What’s it like to ride in a self-driving car?

这是一篇引用 MediumTom Standage最新关于无人驾驶的文章.

What’s it like to ride in a self-driving car?

乘坐无人驾驶车是一种什么感觉?

It’s thrilling for a minute or two, and then boring. Which is a good thing
头两分钟先是兴奋, 然后就感到无聊. 但这应该是一个好事

Where we’re going, we don’t need steering wheels
我们打算去哪里, 我们不需要方向盘

Autonomous vehicles (AVs) are one of the most talked-about technologies of the moment. And little wonder: they promise to revolutionise the transport of people, and physical goods, just as dramatically as the internet transformed the delivery of information. But they raise many questions. When will they be available? Will they be safe? Will they make car-ownership obsolete? And most of all: what is it like to ride in a car that drives itself?

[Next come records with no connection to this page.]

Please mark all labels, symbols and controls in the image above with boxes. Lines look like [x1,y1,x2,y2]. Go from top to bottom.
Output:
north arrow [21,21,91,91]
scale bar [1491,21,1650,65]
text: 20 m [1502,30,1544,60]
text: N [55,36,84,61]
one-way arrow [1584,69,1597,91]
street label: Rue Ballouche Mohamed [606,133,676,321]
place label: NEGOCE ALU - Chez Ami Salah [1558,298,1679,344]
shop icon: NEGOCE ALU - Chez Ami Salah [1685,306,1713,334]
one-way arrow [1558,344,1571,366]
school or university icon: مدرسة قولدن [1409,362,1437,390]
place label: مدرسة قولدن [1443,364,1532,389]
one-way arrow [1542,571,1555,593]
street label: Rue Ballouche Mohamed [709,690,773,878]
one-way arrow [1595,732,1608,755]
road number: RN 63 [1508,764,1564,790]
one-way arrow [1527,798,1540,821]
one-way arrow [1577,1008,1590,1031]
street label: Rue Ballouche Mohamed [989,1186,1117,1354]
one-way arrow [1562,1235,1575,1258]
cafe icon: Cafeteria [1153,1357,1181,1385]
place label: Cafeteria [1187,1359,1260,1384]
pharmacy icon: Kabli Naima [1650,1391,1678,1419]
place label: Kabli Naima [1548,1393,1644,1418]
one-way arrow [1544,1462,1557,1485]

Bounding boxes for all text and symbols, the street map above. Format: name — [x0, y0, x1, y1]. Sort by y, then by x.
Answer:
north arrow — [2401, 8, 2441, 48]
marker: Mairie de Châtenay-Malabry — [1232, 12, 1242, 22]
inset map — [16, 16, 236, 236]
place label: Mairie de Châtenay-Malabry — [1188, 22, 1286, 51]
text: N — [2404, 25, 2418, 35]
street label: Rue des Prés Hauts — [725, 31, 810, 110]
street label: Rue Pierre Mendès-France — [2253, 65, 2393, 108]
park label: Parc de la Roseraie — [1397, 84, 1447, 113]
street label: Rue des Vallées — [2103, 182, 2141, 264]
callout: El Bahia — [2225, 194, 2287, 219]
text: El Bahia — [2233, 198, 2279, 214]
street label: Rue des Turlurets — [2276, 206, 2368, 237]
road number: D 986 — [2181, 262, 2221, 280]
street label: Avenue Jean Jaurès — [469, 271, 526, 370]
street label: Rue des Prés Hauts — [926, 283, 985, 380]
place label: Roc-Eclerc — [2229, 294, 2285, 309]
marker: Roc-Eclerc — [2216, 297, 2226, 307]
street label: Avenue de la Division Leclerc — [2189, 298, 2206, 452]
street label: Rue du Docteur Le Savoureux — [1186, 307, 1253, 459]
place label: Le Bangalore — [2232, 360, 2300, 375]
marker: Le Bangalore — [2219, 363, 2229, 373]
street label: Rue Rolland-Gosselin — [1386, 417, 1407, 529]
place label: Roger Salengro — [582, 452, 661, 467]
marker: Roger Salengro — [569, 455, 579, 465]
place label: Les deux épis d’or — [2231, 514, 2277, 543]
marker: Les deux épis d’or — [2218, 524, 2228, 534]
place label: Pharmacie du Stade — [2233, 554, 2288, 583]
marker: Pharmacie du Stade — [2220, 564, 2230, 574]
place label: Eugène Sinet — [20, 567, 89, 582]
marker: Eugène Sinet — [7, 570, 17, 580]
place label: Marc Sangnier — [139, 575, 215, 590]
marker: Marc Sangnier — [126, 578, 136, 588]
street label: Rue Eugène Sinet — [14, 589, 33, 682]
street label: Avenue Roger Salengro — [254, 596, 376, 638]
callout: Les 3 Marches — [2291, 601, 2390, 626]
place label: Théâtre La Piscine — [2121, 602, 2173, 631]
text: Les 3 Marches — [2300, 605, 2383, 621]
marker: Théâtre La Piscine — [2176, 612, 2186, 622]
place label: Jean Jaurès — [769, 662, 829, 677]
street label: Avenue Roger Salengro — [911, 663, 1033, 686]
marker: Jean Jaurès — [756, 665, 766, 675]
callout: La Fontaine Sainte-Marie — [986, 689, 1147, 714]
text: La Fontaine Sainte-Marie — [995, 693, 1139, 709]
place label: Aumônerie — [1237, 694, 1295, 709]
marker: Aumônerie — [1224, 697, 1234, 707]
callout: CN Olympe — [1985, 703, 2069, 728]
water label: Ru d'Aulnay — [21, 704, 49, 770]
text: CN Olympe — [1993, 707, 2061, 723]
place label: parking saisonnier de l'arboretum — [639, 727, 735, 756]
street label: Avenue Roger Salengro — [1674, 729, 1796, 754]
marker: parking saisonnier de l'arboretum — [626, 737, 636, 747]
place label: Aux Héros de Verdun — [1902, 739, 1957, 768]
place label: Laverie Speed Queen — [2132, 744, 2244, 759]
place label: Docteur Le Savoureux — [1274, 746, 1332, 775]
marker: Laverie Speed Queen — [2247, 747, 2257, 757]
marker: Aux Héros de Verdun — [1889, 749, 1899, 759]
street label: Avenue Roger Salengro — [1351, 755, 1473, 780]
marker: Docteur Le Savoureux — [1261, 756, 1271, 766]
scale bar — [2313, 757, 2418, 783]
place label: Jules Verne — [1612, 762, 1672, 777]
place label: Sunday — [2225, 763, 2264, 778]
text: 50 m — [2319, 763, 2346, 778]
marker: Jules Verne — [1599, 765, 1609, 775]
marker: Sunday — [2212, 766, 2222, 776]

无人驾驶是目前谈论的最多(最热门)的技术之一. 并不奇怪: 就像互联网改变了信息的传播方式一样的戏剧性, 无人驾驶技术承诺给人员和货物的运输带来革命性的巨变的同时也带来了诸多疑问. 这些技术啥时候成熟? 它们安全吗? 它们会使人们不再需要对车辆有拥有权吗? 这其中最重要的问题是: 乘坐自动驾驶的车辆到底是一种怎样的体验?

I’ve spent the past few months working on a 10,000-word special report on AVs for The Economist, which was published in this week’s issue. The focus of my report is mostly on the long-term implications of AVs, based on the assumption (a reasonable one, I think) that the technology can be made to work reliably in the next few years. Rather than focusing on the minutiae of things like the ever-changing industry alliances, or who is suing who, I concentrated instead on the impact on urban planning, the transformation of retailing and the broader social and political implications of cars that can drive themselves. I spoke to as many urban planners and social historians as machine-learning experts or car-industry executives. All this horizon-scanning and future-gazing was fun. But to kick off the report, I had to actually go in a self-driving car. Which is how I found myself, on a snowy morning a few weeks ago, standing in a car park in Pittsburgh, waiting for an automated ride.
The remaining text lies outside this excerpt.